WORK ORDER> Reproduce each line of the entries that carries "shadow".

"""

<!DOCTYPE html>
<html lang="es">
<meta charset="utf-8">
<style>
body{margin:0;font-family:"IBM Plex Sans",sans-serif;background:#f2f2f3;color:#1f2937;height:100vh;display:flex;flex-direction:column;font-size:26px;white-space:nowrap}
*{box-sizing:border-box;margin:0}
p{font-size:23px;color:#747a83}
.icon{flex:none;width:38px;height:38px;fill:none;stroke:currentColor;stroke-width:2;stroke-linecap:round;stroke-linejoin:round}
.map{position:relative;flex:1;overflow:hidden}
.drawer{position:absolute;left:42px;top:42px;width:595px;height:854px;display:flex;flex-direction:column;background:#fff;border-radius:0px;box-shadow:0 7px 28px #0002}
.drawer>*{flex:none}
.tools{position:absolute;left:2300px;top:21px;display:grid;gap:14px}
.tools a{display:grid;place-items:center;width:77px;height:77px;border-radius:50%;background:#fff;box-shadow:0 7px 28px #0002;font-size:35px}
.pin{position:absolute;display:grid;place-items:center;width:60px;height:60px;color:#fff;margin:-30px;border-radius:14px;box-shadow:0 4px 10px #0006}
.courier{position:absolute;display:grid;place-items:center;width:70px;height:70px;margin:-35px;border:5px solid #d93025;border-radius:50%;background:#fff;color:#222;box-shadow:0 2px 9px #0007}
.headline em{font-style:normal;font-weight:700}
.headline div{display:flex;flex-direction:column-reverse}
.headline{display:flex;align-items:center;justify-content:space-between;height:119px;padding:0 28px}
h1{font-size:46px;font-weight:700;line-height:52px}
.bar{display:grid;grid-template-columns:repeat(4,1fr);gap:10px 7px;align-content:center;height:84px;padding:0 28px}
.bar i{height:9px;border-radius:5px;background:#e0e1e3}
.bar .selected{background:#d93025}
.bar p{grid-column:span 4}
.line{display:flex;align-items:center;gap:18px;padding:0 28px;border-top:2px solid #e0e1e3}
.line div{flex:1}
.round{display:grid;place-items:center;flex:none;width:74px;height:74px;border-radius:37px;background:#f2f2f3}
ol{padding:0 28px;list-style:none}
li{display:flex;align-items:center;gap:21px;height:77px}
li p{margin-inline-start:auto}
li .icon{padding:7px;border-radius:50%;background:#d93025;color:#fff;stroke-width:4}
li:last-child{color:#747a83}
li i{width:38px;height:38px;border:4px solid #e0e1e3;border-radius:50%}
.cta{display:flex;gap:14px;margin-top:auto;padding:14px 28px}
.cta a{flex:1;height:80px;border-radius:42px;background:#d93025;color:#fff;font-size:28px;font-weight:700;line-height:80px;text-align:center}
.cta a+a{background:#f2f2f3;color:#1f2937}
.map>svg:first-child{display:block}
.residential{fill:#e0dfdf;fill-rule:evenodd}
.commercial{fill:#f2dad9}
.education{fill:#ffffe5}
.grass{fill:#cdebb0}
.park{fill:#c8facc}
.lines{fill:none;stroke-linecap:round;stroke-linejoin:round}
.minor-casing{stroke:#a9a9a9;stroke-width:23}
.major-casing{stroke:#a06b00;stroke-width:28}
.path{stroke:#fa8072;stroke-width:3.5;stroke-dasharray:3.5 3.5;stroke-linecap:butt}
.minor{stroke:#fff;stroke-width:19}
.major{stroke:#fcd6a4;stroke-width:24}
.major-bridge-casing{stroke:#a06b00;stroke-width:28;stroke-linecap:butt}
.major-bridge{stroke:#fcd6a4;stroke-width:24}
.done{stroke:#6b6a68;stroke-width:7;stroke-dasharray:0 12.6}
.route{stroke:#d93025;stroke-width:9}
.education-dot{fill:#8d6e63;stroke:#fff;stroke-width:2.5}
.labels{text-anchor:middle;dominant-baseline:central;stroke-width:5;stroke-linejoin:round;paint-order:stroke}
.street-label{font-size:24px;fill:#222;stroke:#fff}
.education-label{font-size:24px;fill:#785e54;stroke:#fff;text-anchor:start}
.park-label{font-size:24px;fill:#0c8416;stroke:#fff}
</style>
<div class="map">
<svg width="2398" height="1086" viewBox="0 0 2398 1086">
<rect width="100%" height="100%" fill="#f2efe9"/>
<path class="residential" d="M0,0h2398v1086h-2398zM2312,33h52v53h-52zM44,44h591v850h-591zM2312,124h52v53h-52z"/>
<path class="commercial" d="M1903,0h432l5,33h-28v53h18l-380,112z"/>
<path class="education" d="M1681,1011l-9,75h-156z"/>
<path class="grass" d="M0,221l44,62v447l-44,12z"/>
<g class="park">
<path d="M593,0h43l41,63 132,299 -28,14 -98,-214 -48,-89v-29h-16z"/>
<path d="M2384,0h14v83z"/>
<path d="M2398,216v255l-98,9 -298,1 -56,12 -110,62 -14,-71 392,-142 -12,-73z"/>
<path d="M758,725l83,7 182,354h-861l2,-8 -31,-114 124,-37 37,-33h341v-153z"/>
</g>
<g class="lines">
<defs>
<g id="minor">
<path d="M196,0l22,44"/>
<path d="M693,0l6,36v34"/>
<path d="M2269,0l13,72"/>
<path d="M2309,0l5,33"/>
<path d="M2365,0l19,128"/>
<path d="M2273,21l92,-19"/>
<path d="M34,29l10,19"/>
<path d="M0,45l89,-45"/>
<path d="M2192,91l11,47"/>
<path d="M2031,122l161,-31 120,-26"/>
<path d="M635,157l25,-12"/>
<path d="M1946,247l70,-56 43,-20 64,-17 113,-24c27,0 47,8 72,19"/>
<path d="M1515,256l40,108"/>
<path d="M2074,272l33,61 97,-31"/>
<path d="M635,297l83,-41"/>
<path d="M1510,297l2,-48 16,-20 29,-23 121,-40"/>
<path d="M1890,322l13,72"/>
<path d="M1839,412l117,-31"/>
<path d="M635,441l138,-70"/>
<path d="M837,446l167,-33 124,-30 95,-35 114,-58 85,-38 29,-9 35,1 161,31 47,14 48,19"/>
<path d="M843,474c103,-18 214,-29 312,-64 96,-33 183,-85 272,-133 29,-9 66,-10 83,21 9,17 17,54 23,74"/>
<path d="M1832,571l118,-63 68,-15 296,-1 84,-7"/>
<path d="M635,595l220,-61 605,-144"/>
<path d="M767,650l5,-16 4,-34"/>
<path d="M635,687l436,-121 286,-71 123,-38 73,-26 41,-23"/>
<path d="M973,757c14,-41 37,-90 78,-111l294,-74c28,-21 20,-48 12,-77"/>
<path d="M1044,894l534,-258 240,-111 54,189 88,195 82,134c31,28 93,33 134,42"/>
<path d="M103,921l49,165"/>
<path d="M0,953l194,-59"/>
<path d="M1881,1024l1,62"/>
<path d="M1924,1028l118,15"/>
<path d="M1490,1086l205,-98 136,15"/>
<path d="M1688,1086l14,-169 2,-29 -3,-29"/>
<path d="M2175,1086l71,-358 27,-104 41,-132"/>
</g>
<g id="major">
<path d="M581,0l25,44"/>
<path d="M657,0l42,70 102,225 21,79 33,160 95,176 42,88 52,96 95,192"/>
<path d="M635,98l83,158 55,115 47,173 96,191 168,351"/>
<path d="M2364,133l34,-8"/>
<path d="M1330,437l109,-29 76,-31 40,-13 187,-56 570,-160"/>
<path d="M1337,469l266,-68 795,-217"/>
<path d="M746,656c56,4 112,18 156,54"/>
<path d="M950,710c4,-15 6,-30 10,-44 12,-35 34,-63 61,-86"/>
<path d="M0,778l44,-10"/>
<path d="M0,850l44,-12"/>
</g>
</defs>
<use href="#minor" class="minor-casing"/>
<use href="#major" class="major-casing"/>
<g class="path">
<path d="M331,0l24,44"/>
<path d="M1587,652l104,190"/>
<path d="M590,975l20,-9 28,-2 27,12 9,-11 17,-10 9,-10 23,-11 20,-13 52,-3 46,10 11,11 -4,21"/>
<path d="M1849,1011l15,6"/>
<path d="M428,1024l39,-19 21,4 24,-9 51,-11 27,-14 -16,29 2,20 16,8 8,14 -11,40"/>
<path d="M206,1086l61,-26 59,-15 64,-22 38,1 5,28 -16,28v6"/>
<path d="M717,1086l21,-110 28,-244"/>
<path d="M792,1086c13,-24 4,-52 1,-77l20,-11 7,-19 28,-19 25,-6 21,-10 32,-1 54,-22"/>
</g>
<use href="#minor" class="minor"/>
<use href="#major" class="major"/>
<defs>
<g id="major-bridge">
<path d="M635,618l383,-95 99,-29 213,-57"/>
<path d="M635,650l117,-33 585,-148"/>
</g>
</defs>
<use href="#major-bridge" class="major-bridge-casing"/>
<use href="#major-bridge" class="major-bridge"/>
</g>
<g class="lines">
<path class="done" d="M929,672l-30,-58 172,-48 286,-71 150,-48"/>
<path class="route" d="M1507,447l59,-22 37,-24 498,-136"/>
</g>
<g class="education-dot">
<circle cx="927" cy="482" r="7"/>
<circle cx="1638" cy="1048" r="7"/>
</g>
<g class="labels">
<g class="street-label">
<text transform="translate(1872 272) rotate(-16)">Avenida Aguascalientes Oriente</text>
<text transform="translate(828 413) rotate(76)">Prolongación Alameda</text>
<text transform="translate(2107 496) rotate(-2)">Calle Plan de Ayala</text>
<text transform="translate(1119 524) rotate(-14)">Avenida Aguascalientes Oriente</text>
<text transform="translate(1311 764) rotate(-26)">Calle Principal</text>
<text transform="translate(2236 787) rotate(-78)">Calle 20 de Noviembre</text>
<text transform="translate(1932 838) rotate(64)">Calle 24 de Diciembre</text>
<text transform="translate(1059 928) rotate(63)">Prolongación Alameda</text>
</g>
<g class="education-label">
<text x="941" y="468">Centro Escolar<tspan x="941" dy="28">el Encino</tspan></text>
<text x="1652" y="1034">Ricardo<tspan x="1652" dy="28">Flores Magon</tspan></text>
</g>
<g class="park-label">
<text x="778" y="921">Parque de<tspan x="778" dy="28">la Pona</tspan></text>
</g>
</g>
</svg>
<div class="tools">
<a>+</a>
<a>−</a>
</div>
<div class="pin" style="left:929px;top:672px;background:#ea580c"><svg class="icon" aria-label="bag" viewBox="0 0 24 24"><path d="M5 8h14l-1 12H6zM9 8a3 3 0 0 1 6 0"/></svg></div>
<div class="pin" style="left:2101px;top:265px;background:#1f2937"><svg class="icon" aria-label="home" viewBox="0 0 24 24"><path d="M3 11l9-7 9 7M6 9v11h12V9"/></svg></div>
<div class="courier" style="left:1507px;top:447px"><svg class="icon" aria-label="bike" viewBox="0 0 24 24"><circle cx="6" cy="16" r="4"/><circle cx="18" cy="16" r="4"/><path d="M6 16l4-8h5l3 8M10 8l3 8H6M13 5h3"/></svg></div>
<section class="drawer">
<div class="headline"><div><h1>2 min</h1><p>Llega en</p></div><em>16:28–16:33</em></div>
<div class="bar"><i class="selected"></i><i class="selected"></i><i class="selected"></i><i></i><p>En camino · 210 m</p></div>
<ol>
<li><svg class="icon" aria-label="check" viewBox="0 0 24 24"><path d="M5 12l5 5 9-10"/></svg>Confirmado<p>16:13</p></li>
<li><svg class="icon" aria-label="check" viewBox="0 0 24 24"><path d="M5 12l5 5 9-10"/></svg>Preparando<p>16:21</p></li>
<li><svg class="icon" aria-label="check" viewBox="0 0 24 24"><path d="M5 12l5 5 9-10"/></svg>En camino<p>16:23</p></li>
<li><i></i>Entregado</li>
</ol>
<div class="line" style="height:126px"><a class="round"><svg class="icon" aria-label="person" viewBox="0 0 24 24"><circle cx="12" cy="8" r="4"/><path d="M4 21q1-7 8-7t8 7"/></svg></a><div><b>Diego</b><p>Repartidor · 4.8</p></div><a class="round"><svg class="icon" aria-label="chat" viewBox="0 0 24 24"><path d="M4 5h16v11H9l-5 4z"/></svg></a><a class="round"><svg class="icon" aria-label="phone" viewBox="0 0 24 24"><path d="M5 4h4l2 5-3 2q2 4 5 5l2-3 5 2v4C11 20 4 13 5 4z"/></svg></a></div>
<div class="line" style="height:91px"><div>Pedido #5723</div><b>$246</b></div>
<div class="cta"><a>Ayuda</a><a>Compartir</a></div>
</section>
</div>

"""

ANSWER SPACE>
.drawer{position:absolute;left:42px;top:42px;width:595px;height:854px;display:flex;flex-direction:column;background:#fff;border-radius:0px;box-shadow:0 7px 28px #0002}
.tools a{display:grid;place-items:center;width:77px;height:77px;border-radius:50%;background:#fff;box-shadow:0 7px 28px #0002;font-size:35px}
.pin{position:absolute;display:grid;place-items:center;width:60px;height:60px;color:#fff;margin:-30px;border-radius:14px;box-shadow:0 4px 10px #0006}
.courier{position:absolute;display:grid;place-items:center;width:70px;height:70px;margin:-35px;border:5px solid #d93025;border-radius:50%;background:#fff;color:#222;box-shadow:0 2px 9px #0007}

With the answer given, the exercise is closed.